▶ PROBLEM TO SOLVE: Locate each line below that includes "shield" and reproduce it.

------ RECORDS SHOWN ------

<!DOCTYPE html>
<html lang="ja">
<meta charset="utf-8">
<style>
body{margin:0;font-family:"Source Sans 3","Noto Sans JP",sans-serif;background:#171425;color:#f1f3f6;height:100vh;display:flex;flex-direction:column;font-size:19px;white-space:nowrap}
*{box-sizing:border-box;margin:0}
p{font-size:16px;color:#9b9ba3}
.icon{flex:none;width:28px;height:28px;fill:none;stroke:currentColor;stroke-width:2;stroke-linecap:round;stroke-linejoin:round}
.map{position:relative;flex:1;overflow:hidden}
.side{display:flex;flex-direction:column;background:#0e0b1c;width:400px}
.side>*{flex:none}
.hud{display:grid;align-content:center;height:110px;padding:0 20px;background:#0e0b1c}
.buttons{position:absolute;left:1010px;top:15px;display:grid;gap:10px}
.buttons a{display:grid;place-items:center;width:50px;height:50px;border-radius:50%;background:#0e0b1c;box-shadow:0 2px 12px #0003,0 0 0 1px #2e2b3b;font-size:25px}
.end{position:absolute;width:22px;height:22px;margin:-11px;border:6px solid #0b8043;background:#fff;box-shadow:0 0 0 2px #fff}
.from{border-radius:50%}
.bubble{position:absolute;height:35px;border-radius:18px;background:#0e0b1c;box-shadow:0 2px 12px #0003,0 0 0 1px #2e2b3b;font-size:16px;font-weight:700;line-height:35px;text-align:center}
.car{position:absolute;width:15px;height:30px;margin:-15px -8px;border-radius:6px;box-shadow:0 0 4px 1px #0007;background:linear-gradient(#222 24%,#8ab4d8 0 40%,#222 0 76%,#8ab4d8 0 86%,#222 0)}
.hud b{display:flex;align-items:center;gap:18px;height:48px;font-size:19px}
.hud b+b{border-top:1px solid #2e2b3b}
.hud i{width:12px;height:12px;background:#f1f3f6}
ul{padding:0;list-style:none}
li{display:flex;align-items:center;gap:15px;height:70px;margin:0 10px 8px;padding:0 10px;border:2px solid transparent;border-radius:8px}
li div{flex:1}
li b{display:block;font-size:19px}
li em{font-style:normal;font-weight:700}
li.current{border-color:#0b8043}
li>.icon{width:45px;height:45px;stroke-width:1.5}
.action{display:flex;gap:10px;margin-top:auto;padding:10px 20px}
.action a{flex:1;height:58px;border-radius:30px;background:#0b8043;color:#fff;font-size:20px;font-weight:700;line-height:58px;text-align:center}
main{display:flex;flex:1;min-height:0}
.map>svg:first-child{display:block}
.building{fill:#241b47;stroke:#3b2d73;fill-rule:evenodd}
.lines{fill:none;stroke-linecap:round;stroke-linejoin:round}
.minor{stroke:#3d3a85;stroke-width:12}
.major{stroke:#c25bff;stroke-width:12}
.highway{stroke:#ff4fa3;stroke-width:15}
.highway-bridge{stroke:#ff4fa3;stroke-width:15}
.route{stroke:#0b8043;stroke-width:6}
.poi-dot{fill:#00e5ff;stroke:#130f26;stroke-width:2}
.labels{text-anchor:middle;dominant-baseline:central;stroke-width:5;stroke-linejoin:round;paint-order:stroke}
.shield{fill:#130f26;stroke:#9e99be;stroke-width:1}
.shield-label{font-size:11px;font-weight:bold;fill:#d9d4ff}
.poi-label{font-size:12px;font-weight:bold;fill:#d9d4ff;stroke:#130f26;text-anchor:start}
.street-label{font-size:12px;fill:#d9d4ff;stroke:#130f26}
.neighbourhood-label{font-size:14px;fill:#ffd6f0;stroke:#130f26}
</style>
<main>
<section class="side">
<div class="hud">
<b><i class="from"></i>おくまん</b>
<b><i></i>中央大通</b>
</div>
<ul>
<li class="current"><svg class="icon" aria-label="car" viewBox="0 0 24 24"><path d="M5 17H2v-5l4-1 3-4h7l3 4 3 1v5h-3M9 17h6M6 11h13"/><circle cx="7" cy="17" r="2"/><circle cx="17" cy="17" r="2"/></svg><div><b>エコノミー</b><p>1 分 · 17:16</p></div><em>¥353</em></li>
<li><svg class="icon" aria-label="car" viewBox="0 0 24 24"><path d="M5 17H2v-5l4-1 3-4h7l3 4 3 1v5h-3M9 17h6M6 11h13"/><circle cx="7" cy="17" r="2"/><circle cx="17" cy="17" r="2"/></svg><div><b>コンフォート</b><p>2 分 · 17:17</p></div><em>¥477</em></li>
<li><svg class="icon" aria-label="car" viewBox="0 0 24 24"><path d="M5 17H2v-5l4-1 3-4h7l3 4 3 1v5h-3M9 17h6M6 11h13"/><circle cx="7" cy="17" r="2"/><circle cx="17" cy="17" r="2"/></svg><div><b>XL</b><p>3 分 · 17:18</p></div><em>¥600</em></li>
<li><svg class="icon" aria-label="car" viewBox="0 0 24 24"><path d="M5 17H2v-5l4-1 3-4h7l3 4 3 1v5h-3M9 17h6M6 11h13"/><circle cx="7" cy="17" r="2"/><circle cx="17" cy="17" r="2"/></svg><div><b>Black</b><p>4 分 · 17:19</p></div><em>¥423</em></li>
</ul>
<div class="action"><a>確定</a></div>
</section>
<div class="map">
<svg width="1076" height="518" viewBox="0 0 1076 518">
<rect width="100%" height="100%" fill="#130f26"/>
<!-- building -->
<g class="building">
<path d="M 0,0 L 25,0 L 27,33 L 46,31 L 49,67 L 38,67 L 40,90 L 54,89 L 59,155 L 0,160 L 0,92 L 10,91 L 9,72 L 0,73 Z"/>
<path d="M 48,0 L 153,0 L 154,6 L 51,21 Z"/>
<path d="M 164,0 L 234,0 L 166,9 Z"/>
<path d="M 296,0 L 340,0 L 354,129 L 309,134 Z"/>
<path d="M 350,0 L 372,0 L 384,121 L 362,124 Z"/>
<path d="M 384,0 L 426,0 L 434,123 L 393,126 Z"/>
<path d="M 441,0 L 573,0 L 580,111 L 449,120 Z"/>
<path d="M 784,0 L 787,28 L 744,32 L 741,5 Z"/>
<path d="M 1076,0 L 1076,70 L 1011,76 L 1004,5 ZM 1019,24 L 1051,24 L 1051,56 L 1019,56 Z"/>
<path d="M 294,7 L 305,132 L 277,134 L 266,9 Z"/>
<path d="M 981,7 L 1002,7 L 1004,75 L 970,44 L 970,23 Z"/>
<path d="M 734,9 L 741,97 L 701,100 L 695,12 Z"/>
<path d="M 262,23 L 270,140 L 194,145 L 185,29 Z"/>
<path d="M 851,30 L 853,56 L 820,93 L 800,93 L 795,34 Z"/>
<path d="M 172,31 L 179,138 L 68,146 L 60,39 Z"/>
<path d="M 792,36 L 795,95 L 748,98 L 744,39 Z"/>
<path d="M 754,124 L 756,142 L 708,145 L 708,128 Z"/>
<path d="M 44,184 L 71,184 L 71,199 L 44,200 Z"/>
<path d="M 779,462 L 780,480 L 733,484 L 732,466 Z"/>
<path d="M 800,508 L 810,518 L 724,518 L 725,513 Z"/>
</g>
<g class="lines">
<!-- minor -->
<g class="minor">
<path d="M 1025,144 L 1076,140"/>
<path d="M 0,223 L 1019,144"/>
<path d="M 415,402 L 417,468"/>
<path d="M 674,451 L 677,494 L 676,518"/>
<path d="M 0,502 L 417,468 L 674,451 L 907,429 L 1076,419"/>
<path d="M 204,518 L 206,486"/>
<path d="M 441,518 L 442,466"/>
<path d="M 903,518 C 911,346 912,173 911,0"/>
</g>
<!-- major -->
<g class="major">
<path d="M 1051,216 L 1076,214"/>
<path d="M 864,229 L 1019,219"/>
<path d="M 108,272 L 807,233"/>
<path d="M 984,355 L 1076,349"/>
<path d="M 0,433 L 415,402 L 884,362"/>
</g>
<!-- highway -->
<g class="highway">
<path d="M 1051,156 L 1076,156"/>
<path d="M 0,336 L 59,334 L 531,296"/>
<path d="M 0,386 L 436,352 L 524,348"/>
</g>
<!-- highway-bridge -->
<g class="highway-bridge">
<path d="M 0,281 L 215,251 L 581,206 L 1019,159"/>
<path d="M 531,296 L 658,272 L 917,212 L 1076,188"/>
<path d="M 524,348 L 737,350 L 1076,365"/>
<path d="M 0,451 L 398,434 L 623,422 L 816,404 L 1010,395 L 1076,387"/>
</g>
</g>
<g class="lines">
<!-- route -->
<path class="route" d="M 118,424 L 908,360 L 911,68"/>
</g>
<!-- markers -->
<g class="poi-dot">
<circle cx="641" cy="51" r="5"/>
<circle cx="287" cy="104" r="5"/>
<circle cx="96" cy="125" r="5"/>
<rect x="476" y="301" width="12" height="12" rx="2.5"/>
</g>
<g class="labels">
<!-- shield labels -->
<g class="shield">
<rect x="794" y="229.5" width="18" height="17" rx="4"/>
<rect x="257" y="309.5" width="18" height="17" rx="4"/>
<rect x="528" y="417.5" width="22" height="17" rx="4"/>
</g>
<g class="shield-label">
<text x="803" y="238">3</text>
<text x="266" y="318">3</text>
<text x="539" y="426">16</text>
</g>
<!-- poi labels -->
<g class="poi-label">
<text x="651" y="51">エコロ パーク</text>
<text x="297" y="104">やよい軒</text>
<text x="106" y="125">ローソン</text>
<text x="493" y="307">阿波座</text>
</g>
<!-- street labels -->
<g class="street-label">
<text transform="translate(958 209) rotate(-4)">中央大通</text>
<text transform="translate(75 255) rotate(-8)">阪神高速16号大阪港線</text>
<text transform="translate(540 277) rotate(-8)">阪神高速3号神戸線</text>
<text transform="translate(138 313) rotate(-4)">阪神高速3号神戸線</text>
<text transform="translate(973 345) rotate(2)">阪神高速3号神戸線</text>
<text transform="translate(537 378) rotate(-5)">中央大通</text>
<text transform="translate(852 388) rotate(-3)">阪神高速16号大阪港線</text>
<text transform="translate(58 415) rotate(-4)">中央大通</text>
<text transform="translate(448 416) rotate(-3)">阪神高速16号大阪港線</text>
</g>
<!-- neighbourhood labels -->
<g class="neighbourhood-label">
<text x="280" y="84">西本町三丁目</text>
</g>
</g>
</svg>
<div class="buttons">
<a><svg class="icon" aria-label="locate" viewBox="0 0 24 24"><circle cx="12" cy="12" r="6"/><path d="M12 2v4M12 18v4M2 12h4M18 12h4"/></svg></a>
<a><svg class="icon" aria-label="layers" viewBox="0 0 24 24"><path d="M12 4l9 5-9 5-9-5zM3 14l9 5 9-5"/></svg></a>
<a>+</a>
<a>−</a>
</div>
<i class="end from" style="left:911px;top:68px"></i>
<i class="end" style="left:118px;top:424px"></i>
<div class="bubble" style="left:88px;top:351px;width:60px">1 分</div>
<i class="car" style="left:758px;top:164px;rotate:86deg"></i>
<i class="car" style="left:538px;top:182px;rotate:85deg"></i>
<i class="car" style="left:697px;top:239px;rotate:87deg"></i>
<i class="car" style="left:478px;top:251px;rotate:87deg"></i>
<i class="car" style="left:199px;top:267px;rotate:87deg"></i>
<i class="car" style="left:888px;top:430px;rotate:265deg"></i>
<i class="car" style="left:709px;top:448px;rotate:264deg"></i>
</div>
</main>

------

▶ ANSWER TO THIS PROBLEM:
.shield{fill:#130f26;stroke:#9e99be;stroke-width:1}
.shield-label{font-size:11px;font-weight:bold;fill:#d9d4ff}
<!-- shield labels -->
<g class="shield">
<g class="shield-label">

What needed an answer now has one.